**Problem to solve**
Repeat every line below exactly as it reads.

**Supplied data**
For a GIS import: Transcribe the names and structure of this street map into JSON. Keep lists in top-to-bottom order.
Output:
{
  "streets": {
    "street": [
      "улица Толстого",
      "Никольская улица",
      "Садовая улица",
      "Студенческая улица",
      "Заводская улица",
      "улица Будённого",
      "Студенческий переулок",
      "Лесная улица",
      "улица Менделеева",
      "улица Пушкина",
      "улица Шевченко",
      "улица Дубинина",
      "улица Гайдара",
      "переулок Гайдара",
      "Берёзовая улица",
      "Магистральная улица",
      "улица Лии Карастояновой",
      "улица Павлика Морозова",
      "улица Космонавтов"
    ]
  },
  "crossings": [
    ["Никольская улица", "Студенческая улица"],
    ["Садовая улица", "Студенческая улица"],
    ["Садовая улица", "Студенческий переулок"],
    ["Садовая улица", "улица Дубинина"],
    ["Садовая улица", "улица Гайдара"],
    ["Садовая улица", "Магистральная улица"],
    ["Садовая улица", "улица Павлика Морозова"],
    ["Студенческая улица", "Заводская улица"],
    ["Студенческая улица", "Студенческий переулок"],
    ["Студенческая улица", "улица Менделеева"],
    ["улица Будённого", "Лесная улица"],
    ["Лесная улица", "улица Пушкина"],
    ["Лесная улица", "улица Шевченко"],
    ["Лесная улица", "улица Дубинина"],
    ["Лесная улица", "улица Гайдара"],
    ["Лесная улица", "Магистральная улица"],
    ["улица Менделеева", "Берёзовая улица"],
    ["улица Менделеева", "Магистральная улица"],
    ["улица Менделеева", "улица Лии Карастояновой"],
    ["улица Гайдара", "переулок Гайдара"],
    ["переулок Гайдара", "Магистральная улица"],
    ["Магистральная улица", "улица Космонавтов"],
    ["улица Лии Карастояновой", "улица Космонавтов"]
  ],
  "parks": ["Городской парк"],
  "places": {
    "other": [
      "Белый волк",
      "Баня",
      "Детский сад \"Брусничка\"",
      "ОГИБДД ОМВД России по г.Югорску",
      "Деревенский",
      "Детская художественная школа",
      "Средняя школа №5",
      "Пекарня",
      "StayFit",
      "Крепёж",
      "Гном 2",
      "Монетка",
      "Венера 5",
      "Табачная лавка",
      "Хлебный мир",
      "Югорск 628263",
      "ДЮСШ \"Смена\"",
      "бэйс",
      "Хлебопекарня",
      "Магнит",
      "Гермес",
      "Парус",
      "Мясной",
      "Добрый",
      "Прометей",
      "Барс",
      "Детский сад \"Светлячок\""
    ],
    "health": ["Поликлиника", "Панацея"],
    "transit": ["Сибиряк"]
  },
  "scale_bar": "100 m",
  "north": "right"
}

**Answer for the task**
For a GIS import: Transcribe the names and structure of this street map into JSON. Keep lists in top-to-bottom order.
Output:
{
  "streets": {
    "street": [
      "улица Толстого",
      "Никольская улица",
      "Садовая улица",
      "Студенческая улица",
      "Заводская улица",
      "улица Будённого",
      "Студенческий переулок",
      "Лесная улица",
      "улица Менделеева",
      "улица Пушкина",
      "улица Шевченко",
      "улица Дубинина",
      "улица Гайдара",
      "переулок Гайдара",
      "Берёзовая улица",
      "Магистральная улица",
      "улица Лии Карастояновой",
      "улица Павлика Морозова",
      "улица Космонавтов"
    ]
  },
  "crossings": [
    ["Никольская улица", "Студенческая улица"],
    ["Садовая улица", "Студенческая улица"],
    ["Садовая улица", "Студенческий переулок"],
    ["Садовая улица", "улица Дубинина"],
    ["Садовая улица", "улица Гайдара"],
    ["Садовая улица", "Магистральная улица"],
    ["Садовая улица", "улица Павлика Морозова"],
    ["Студенческая улица", "Заводская улица"],
    ["Студенческая улица", "Студенческий переулок"],
    ["Студенческая улица", "улица Менделеева"],
    ["улица Будённого", "Лесная улица"],
    ["Лесная улица", "улица Пушкина"],
    ["Лесная улица", "улица Шевченко"],
    ["Лесная улица", "улица Дубинина"],
    ["Лесная улица", "улица Гайдара"],
    ["Лесная улица", "Магистральная улица"],
    ["улица Менделеева", "Берёзовая улица"],
    ["улица Менделеева", "Магистральная улица"],
    ["улица Менделеева", "улица Лии Карастояновой"],
    ["улица Гайдара", "переулок Гайдара"],
    ["переулок Гайдара", "Магистральная улица"],
    ["Магистральная улица", "улица Космонавтов"],
    ["улица Лии Карастояновой", "улица Космонавтов"]
  ],
  "parks": ["Городской парк"],
  "places": {
    "other": [
      "Белый волк",
      "Баня",
      "Детский сад \"Брусничка\"",
      "ОГИБДД ОМВД России по г.Югорску",
      "Деревенский",
      "Детская художественная школа",
      "Средняя школа №5",
      "Пекарня",
      "StayFit",
      "Крепёж",
      "Гном 2",
      "Монетка",
      "Венера 5",
      "Табачная лавка",
      "Хлебный мир",
      "Югорск 628263",
      "ДЮСШ \"Смена\"",
      "бэйс",
      "Хлебопекарня",
      "Магнит",
      "Гермес",
      "Парус",
      "Мясной",
      "Добрый",
      "Прометей",
      "Барс",
      "Детский сад \"Светлячок\""
    ],
    "health": ["Поликлиника", "Панацея"],
    "transit": ["Сибиряк"]
  },
  "scale_bar": "100 m",
  "north": "right"
}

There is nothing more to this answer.